4th order polynomial, click for full size view

the Linest, chart trend line and ALGLIB results are essentially identical, but the matrix function is already showing significant differences.

For 5th order polynomials:

5th order polynomials

the Linest, chart trend line, and ALGLIB results are still in good agreement, but the matrix function results are now completely different.

For 6th order:

6th order polynomials

The Linest and chart trend line results are now completely different, with Linest having returned a coefficient of 0 for the x term.  The ALGLIB results appear visually identical to the chart trend line.

For the 7th order only the Linest and ALGLIB results are plotted:

7th order polynomials

The Linest line has retained a form similar to the 5th order results (with zero coefficients for the x squared and x terms), but the ALGLIB line is consistent with a 7th order polynomial.

It can be seen that in all cases the polynomial lines oscillate above and below the data, which is a feature of fitting high order polynomials to a monotonic function.  To check if the behaviour of the Linest output was a result of fitting a polynomial function to inappropriate data the same exercise was carried out on a cyclic function:

y = =SIN((X-4)*A)/(X-4.99), with A set to 8pi, so that the resulting function had 4 complete cycles over the range from x = 5 to x = 6.

The results for fourth order to seventh order polynomials are shown in the four screen shots below:

Cyclic function, fourth order polynomials

Cyclic function; fith order polynomials

Cyclic function; 6th order polynomials

Cyclic function; 7th order polynomials

The results were very similar to those for the monotonic function, with the Linest results being different from the chart trend line at the 6th order, and with the x squared and x coefficients from Linest being zero for the 7th order line.

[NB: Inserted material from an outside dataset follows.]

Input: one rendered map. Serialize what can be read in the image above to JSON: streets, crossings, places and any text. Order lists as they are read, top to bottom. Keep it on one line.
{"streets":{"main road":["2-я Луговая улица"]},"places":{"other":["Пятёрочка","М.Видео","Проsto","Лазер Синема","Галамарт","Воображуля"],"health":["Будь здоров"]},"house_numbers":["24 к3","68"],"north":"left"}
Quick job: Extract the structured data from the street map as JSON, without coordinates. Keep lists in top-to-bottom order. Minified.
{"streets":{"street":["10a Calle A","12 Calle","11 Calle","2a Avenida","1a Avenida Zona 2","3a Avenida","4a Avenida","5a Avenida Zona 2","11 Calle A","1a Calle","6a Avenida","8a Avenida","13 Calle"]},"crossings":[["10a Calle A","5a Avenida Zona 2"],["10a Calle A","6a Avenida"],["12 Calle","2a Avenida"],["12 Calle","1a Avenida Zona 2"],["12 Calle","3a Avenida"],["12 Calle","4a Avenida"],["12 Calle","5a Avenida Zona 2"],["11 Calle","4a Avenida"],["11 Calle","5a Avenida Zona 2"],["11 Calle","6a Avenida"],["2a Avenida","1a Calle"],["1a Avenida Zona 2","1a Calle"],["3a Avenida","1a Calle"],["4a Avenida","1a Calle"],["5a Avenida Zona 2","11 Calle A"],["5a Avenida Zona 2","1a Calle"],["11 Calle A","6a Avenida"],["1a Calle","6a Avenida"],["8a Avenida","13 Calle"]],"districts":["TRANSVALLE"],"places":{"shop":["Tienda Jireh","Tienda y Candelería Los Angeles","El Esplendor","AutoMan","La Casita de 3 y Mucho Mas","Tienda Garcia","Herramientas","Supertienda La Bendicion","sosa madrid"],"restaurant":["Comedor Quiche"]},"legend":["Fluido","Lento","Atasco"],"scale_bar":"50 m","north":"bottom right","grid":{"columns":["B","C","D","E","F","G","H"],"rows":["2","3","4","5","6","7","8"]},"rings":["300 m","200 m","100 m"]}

Two further lines were plotted with 10th order polynomials (Linest and ALGLIB) and 15th order (ALGLIB only), to check if a reasonably close fit to the data could be found:

Cyclic function, 10th order polynomials

Cyclic function, 15th order polynomial

It can be seen that the 10th order Linest line has maintained the form of the 5th order polynomial, with 5 of the 11 coefficients being set to zero.  The ALGLIB results appear to be appropriate to the order of the polynomial curve, and a good fit has been achieved to the data with a 15th order polynomial.

In conclusion:

  • The Excel Linest function and polynomial chart trendline produce different results for 6th order polynomials in the cases examined.  As noted by Lori Miller in the comments to the previous Linest post, this is probably because of changes made to the algorithm for dealing with co-linear data.
  • The matrix function (at least in this case) did not give good results beyond fourth order.
  • For most interpolation purposes use of a cubic spline will normally give better results than a high order polynomial.
  • For cases where a high order polynomial is appropriate the ALGLIB PolynomialFit routine appeared to give much better results than Linest.  In separate tests PolynomialFit was found to be stable up to at least 50th order, with the data presented here.
Posted in AlgLib, Charts, Excel, Maths, Newton, UDFs, VBA | Tagged , , , , , , , , | 31 Comments

Seeing through Mingus eyes

At the top of Bob Phillips’ Blog home page is a quote from Charles Mingus, the great jazz bassist, band leader and composer:

“Making the simple complicated is commonplace; making the complicated simple, awesomely simple, that’s creativity”

If Bob hadn’t bagged it already, that would make an excellent statement of the common theme connecting the intertwined topics of this blog, whether it be:

all share the attribute of making the complex simple.

Now all of this was probably the last thing that Richard Thompson had in mind, when he wrote his song Mingus Eyes, but since he tells his story in only 35 different words (count them):

it all fits anyway.

And finally, let’s hear from the man himself, Charles Mingus playing Haitian Fight Song (edit 4th May 2011, the Mingus link got cut, so here is the Mingus Big Band playing the same composition in 2001):

What do you think?  What are your favourite examples of making the complex simple?

Posted in Bach, Computing - general, Newton | Tagged , , , | Leave a comment

New Links

Two new Excel links on the list to the right, both with a tonne of good information on how to get more out of Excel:

Bob Phillips writes the Excel Do, Dynamic Does blog, with a focus on business information.  The quote under his header line will feature in my next post here (real soon now).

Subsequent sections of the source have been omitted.